When they are in season and I pick the fresh peas up at the store, I have to yell at whichever kid gets to them first, to make sure they leave some for the other.  They then count them out so they get exactly the same amount.  They still do this to this day ( 19 and 22 years old).

I don't let them know how many I ate on the way home from the store


----------



## caseydog (Apr 10, 2017)

Cooking Goddess said:


> Green Giant No Salt Added Niblets has zero sodium. It's what it always in stock at my house.
> 
> Himself isn't allowed to shell fresh peas anymore. The one time I had him shuck them I ended up with just enough to cook for myself. I like them lightly steamed. ~ Our son prefers his fresh green beans raw. When the kids lived at home I would have a pile of trimmed and washed beans on the counter for him to grab as he passed me on the way up to his bedroom to do homework.

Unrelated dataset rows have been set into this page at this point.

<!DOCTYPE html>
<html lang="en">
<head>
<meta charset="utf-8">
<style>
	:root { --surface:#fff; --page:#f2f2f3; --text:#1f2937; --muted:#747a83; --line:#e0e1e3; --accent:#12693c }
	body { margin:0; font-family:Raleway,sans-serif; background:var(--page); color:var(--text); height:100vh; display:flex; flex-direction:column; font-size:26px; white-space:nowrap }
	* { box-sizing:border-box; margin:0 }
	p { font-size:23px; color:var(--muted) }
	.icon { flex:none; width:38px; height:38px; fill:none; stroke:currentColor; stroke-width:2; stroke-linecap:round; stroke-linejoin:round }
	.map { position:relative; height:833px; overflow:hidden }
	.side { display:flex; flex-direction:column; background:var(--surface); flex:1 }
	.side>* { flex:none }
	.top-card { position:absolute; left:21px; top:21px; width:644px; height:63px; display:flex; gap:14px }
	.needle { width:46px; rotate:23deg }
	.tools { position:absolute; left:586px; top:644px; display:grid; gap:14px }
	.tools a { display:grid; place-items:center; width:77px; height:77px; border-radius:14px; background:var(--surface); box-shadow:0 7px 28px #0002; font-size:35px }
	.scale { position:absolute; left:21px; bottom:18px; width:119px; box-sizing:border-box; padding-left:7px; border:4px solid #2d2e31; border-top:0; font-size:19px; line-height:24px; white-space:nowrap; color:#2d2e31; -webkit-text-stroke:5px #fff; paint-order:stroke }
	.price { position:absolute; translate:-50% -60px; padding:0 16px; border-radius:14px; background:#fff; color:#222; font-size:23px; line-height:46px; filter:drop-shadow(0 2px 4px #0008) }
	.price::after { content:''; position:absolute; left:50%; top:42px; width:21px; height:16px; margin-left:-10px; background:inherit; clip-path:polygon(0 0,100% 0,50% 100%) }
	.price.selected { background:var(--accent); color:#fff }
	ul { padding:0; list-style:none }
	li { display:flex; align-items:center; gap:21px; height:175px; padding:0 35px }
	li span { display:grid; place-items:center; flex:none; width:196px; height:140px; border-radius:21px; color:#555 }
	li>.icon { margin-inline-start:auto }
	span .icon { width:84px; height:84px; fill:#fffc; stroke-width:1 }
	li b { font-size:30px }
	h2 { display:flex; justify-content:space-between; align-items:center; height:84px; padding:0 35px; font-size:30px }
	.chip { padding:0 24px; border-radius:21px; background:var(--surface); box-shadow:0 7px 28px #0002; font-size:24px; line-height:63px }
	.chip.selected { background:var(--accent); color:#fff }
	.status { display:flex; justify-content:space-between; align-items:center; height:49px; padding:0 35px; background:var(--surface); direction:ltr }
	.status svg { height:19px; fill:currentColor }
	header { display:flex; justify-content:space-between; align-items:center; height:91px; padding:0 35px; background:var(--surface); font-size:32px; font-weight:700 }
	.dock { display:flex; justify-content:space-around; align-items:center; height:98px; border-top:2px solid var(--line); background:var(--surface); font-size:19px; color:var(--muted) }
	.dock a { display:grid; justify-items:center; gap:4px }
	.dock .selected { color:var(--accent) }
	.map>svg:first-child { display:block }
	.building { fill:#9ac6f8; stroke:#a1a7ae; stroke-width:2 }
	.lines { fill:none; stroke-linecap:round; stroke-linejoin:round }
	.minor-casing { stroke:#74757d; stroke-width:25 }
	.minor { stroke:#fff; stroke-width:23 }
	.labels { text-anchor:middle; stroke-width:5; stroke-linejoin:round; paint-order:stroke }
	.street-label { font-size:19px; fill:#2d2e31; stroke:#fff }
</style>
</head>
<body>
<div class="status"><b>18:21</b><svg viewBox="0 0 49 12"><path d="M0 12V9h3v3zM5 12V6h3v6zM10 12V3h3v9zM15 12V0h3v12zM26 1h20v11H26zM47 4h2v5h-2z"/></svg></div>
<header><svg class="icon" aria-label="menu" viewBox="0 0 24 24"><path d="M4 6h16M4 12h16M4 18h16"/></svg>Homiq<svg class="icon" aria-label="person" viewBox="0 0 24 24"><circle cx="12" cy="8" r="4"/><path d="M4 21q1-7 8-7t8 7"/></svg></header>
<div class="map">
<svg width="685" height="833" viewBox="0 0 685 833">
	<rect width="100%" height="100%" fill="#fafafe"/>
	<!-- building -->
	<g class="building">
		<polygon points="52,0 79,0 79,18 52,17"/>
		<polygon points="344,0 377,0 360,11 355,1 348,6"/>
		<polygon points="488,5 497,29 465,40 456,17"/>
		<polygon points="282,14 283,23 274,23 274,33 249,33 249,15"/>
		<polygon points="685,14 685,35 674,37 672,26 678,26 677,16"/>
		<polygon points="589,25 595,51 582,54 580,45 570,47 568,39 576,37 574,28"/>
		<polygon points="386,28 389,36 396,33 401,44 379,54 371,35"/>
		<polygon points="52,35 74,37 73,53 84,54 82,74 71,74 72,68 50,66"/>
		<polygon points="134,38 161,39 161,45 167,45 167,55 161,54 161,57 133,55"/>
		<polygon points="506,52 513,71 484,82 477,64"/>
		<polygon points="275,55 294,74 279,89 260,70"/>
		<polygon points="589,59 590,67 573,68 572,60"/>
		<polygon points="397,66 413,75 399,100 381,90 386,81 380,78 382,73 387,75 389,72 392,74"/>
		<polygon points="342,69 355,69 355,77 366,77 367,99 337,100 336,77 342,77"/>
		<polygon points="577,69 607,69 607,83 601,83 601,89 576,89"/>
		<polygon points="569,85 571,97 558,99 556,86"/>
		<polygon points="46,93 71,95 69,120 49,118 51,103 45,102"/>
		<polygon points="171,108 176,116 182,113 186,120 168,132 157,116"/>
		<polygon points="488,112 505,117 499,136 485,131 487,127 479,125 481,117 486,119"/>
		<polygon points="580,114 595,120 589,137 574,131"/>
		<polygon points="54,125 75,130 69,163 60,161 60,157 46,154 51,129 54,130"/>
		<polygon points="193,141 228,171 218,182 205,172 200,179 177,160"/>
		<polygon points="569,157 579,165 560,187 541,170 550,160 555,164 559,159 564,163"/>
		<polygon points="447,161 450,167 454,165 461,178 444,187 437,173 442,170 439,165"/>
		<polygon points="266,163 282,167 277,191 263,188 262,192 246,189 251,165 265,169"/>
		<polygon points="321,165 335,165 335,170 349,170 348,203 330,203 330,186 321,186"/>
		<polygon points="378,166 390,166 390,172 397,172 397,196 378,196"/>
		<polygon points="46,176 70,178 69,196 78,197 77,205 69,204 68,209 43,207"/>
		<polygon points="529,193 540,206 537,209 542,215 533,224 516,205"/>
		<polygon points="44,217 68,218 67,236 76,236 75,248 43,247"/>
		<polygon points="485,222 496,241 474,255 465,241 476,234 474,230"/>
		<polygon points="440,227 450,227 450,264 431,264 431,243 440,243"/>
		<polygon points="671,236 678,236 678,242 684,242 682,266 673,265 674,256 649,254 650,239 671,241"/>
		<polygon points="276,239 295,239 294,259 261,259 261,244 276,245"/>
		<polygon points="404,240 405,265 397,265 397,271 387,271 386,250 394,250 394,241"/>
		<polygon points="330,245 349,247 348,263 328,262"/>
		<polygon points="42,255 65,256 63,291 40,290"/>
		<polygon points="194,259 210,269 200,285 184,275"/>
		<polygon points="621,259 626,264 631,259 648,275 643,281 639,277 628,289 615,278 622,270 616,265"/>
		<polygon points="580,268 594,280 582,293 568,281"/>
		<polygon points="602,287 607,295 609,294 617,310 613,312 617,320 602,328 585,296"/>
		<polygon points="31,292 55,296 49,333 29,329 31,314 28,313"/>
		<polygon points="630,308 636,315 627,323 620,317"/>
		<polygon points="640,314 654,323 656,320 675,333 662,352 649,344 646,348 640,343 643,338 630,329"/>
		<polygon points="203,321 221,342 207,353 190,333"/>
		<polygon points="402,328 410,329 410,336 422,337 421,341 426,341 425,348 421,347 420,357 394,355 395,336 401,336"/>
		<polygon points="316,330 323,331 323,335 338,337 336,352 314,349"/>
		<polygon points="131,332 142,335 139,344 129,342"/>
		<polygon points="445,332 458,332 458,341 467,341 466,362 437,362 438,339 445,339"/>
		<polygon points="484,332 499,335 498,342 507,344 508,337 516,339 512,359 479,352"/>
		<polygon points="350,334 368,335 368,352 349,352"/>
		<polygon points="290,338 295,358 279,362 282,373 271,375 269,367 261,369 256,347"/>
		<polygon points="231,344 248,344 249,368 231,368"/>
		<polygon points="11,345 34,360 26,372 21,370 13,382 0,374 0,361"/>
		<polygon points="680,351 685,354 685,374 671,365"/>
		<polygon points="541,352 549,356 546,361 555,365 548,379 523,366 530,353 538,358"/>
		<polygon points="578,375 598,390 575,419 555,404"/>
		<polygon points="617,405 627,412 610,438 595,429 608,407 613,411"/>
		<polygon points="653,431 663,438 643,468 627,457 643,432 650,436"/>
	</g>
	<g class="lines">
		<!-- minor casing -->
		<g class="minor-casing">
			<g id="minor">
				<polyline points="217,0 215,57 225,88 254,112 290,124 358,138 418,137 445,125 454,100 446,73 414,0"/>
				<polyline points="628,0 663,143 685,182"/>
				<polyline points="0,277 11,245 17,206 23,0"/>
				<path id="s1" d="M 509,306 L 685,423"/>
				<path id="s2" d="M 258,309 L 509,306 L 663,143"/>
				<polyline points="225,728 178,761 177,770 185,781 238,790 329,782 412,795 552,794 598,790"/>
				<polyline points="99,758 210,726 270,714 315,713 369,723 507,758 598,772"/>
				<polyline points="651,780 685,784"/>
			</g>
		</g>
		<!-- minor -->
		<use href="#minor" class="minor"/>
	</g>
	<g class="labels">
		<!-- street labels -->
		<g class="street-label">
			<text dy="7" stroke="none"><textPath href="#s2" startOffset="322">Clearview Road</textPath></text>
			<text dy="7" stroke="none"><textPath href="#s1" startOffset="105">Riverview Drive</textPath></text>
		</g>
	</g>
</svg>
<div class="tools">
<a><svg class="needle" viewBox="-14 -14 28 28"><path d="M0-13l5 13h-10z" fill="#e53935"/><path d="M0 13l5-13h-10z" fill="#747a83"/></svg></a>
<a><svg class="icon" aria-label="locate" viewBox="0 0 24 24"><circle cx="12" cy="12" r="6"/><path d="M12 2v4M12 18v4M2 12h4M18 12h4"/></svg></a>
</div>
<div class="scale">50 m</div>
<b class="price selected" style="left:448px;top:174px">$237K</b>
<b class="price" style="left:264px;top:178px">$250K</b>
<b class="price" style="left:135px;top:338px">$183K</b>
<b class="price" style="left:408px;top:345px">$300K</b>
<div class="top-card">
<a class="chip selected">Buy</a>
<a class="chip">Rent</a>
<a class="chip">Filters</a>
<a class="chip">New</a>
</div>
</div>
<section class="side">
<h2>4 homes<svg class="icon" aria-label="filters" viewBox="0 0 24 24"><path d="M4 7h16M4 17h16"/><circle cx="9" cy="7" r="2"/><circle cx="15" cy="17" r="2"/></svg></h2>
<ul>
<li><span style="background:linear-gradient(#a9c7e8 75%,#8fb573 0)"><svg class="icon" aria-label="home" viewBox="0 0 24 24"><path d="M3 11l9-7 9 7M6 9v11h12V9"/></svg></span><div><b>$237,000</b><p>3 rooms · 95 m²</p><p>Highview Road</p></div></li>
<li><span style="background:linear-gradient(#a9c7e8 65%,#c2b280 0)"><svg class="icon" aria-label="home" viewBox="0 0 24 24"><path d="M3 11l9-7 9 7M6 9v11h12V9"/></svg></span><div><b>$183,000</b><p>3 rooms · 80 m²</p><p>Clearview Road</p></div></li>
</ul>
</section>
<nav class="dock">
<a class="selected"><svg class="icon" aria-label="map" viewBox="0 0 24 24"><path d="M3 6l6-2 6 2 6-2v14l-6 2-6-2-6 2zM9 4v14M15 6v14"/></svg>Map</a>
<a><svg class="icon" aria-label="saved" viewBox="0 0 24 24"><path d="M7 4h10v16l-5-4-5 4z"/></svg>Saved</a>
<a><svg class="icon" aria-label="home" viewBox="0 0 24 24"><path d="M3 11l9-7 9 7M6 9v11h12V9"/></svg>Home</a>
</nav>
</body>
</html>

I grew up eating canned veggies, other than the tomatoes my dad grew in the backyard. 

The tomatoes were wonderful, the canned veggies, not so much, especially when my mom cooked them way too long. 

I can honestly say there is nothing more un-appatising than canned asparagus. I had fresh asparagus for the first time at a steakhouse when I was in college. It was an epiphany. A very expensive epiphany. 

I love the fresh corn on the cob that I get from early June to mid August that is a mix of yellow and white on the same cob. Back in Jersey as a kid, white corn was the bomb. But, that mix I get now is pretty darned good. 

CD


----------